Despite the best (and possibly illegal) efforts of the anti-immigrant movement, the Maryland DREAM Act passed by referendum this week on election night. Thousands of undocumented youth who attended high school in Maryland will be able to continue their education alongside their peers at the university’s colleges.

NumbersUSA aired bigoted ads in the state that attempted to wedge African-Americans and immigrants. NumbersUSA has never been an ally of the African-American community; Roy Beck spoke at the 1997 national conference of the white supremacist Council of Conservative Citizens (CofCC), an organization that has referred to African Americans as a “retrograde species of humanity.” Beck initially denied that he spoke to the group, but was exposed when the CofCC published a picture of him at the conference.
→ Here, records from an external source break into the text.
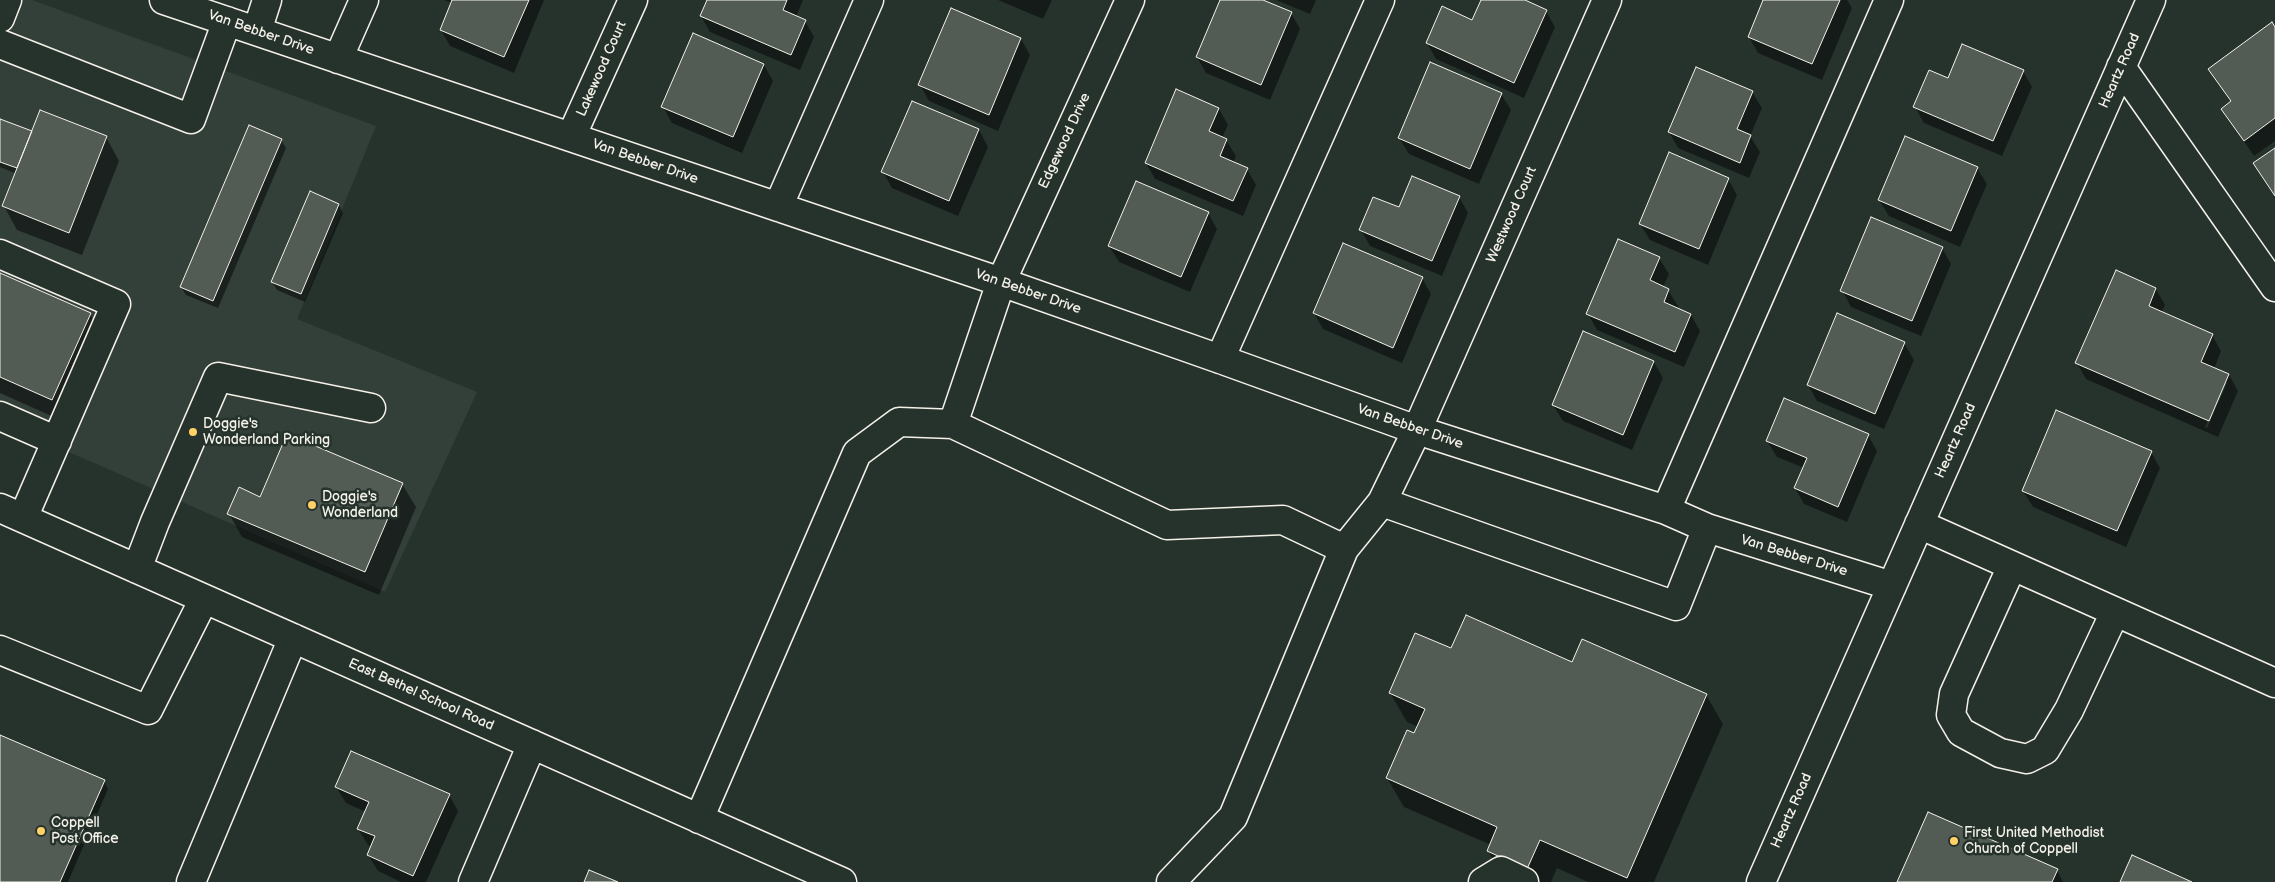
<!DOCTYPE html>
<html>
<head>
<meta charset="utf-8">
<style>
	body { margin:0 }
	canvas { display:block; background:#26332d }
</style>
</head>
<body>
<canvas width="2275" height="882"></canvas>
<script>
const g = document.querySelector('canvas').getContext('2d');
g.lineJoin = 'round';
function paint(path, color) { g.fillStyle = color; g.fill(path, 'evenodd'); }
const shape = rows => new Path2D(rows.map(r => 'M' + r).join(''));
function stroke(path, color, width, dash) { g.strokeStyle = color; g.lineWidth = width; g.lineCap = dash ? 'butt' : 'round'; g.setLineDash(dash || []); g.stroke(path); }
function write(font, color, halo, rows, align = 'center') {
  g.font = font + ' "Balsamiq Sans",sans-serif'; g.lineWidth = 5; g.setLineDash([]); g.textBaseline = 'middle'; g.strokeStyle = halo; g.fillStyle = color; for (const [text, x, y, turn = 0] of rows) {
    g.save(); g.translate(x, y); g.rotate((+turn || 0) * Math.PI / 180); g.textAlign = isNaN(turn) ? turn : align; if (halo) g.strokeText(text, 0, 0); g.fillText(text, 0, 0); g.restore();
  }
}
paint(shape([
	[0,0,32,0,376,126,297,319,477,392,385,592,99,465,0,423]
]), '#333f39');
paint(shape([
	[444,0,544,0,514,73,450,46,441,30,452,3],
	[708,0,803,0,796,17,805,21,814,37,800,70,710,32,701,16],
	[998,0,1052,0,1043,19],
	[1221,0,1260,0,1291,13,1300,29,1270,100,1206,73,1197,57],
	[1276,0,1316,0,1310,14],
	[1482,0,1522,0,1546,11,1555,27,1524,98,1436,59,1427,43,1472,21],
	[1765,0,1847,0,1852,8,1822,80,1758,53,1749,37],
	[2275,29,2275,141,2254,156,2222,109,2232,103,2210,69],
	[1021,39,1030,55,998,131,929,101,920,85],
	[764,65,773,81,742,153,672,123,663,107],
	[2023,71,2032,87,2002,156,1924,123,1915,107,1948,80],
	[1752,92,1762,108,1750,136,1760,152,1749,178,1678,148,1669,132],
	[1501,94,1511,110,1479,184,1409,154,1399,138],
	[912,102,979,130,988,147,958,216,892,188,883,172],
	[1219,109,1228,125,1222,138,1226,140,1236,156,1233,163,1247,169,1256,185,1243,216,1155,179,1146,163],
	[0,120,31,132,106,137,119,161,82,255,17,230,4,206,17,174,0,167],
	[281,140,286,148,218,308,186,295,181,287],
	[1977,168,1987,184,1960,247,1889,216,1879,200],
	[1728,179,1737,195,1708,265,1650,240,1640,224],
	[1459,197,1468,213,1442,276,1370,246,1361,230,1399,209],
	[339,205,343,213,305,302,277,290,272,282],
	[1208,213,1217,229,1190,292,1119,262,1109,246],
	[1942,248,1951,264,1921,336,1851,307,1842,290],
	[1659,258,1669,274,1663,287,1668,290,1678,306,1677,309,1691,315,1700,331,1684,367,1597,330,1588,314],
	[0,274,90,314,103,338,65,422,0,393],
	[1422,278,1431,294,1402,363,1323,329,1314,313],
	[2156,289,2165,305,2161,313,2212,335,2221,351,2214,369,2229,375,2238,391,2218,437,2086,379,2077,363],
	[2224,383,2227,383,2207,428,2205,427],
	[1904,343,1914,360,1884,429,1817,401,1808,385],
	[1654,362,1663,378,1632,450,1563,421,1553,405],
	[1868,435,1877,451,1847,522,1804,504,1795,488,1804,468,1777,457,1767,441],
	[2151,452,2160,468,2126,547,2033,507,2023,491],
	[402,484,416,507,379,595,242,537,229,514],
	[1452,650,1573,663,1706,695,1723,724,1654,882,1588,882,1557,868,1551,882,1509,882,1505,880,1488,851,1491,845,1404,807,1387,778,1418,727,1407,722,1390,693],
	[0,736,104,781,108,789,68,882,0,882],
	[336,787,449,795,458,811,426,882,401,882,378,871,368,855,372,847,368,845,358,829,366,812,346,803],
	[2057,870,2063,882,1898,882]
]), '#0007');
const building = shape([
	[452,0,529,0,504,57,440,30,452,0],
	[707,0,787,0,783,10,806,20,791,55,700,16,707,0],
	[1220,0,1263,0,1292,12,1261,85,1196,57,1220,0],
	[1481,0,1525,0,1547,10,1514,83,1426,43,1442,6,1472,20,1481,0],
	[1763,0,1840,0,1812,64,1748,37,1763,0],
	[951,8,1021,38,989,115,918,85,951,8],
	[2272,22,2275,27,2275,118,2244,141,2221,109,2231,101,2208,69,2272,22],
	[693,33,764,64,733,137,661,107,693,33],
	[1962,44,2024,70,1993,141,1913,107,1929,70,1948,78,1962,44],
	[1430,62,1502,93,1470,169,1398,138,1430,62],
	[1696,67,1753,91,1737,129,1751,135,1740,163,1668,132,1696,67],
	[1176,89,1219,108,1209,131,1227,139,1220,156,1248,168,1233,201,1145,163,1176,89],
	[912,101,979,129,949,201,881,172,912,101],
	[40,110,107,136,69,233,2,206,40,110],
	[0,119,32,131,17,168,0,162,0,119],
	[249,125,282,139,213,301,180,287,249,125],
	[1905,136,1978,167,1951,231,1878,200,1905,136],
	[2275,148,2275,196,2253,163,2275,148],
	[1669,152,1729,178,1699,249,1639,224,1669,152],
	[1412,176,1460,196,1432,261,1359,230,1373,197,1399,207,1412,176],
	[1136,181,1209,212,1181,277,1108,246,1136,181],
	[310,191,339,204,301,294,271,282,310,191],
	[1871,217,1943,247,1912,321,1840,291,1871,217],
	[1618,239,1660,257,1650,280,1669,289,1664,302,1691,314,1675,352,1586,314,1618,239],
	[1343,243,1423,277,1393,348,1313,313,1343,243],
	[2116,270,2156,288,2149,306,2213,334,2201,362,2229,374,2209,421,2075,363,2116,270],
	[0,273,91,313,52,400,0,377,0,273],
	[1837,313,1905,342,1875,414,1807,385,1837,313],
	[1583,331,1654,361,1623,435,1552,405,1583,331],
	[1784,398,1869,434,1838,507,1794,488,1807,458,1766,441,1784,398],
	[2056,410,2152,451,2117,531,2022,491,2056,410],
	[287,434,403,483,365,572,227,514,239,487,260,497,287,434],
	[1466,615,1572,662,1582,639,1707,694,1627,878,1540,840,1527,869,1487,851,1497,827,1386,778,1407,730,1414,733,1425,709,1389,693,1415,633,1451,648,1466,615],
	[0,735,105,780,60,882,0,882,0,735],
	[351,751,450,794,413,876,367,855,375,836,357,829,369,802,335,787,351,751],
	[1928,812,2058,869,2052,882,1897,882,1928,812],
	[2132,855,2192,882,2120,882,2132,855],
	[589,870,618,882,584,882,589,870]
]);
paint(building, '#525c55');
stroke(building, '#f4f1e8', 1);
const minor = shape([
	[164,0,1001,282,1220,359,1417,430,1666,510,1707,528,1892,586],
	[1130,0,1001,282,953,424,1167,525,1283,520,1344,549],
	[0,18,7,0],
	[257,31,267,0],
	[0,44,191,119,227,21],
	[338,59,364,0],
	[2121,67,2275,287],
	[571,137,633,0],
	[778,207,869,0],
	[0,254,116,304,23,518],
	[1220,359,1380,0],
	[0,416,57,441],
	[1382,502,1676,606,1707,528],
	[0,508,842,882],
	[1666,510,1889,0],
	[1919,524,2275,683],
	[2012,566,1954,694,1951,715,1961,732,2000,753,2027,759,2045,750,2069,710,2115,612],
	[137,569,155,522,218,377,371,408],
	[0,650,148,710,204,599],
	[699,819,857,453,899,422,953,424],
	[191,882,293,638],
	[473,882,532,744],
	[1171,882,1233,817,1344,549,1382,502,1417,430,1607,0],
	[1483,882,1501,871,1524,882],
	[1761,882,2151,0]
]);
stroke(minor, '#f4f1e8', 31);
stroke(minor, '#26332d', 28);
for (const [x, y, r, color] of [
	[193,432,5,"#ffd166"],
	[312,505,5,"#ffd166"],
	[41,831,5,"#ffd166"],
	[1954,841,5,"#ffd166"]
]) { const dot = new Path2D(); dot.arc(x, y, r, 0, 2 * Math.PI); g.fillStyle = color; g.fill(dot); stroke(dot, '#26332d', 2); }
write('14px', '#f4f1e8', '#26332d', [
	["Van Bebber Drive",261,33,19],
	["Lakewood Court",602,69,-66],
	["Heartz Road",2120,71,-66],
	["Edgewood Drive",1065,141,-65],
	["Van Bebber Drive",645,162,19],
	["Westwood Court",1512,215,-66],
	["Van Bebber Drive",1028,292,19],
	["Van Bebber Drive",1410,427,19],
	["Heartz Road",1956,441,-66],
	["Van Bebber Drive",1794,556,17],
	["East Bethel School Road",421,695,24],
	["Heartz Road",1792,811,-66]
]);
write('14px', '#f4f1e8', '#26332d', [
	["Doggie's",203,424],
	["Wonderland Parking",203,440],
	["Doggie's",322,497],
	["Wonderland",322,513],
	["Coppell",51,823],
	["Post Office",51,839],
	["First United Methodist",1964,833],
	["Church of Coppell",1964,849]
], 'left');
</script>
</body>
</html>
NumbersUSA frequently finds common cause (see here and here) with the promoter of one of the most draconian Voter ID laws in the country, Kansas Secretary of State Kris Kobach.

As ABC/Univision notes, this is the first time that in-state tuition for undocumented youth has passed by popular vote. Hopefully, campaigners in other states will be emboldened and willing to make their case to the public for fairness and equality in educational access.

The anti-immigrant group Help Save Maryland wound up in hot water for airing ads against in-state tuition in violation of campaign finance rules. Help Save Maryland is, of course, a state contact group for the Federation for American Immigration Reform and has long-standing relationships with the Tanton Network. In a statement released to the press, the executive director of the Maryland Democratic Party said “Marylanders deserve to know who is funding a group that is peddling lies and grossly misrepresenting the facts to influence the outcome of a ballot measure of critical importance to our state.”

A coalition of groups were instrumental in the success of the measure, they include the Maryland Catholic Conference, the Maryland State Education Association, CASA de Maryland and the Service Employees International Union. The Maryland state conference of the National Association for the Advancement of Colored People (NAACP) played a decisive role in the referendum, throwing its weight behind the measure and providing a counter-narrative to the divisive arguments put forward by NumbersUSA. Count Maryland among the victories for racial justice this year.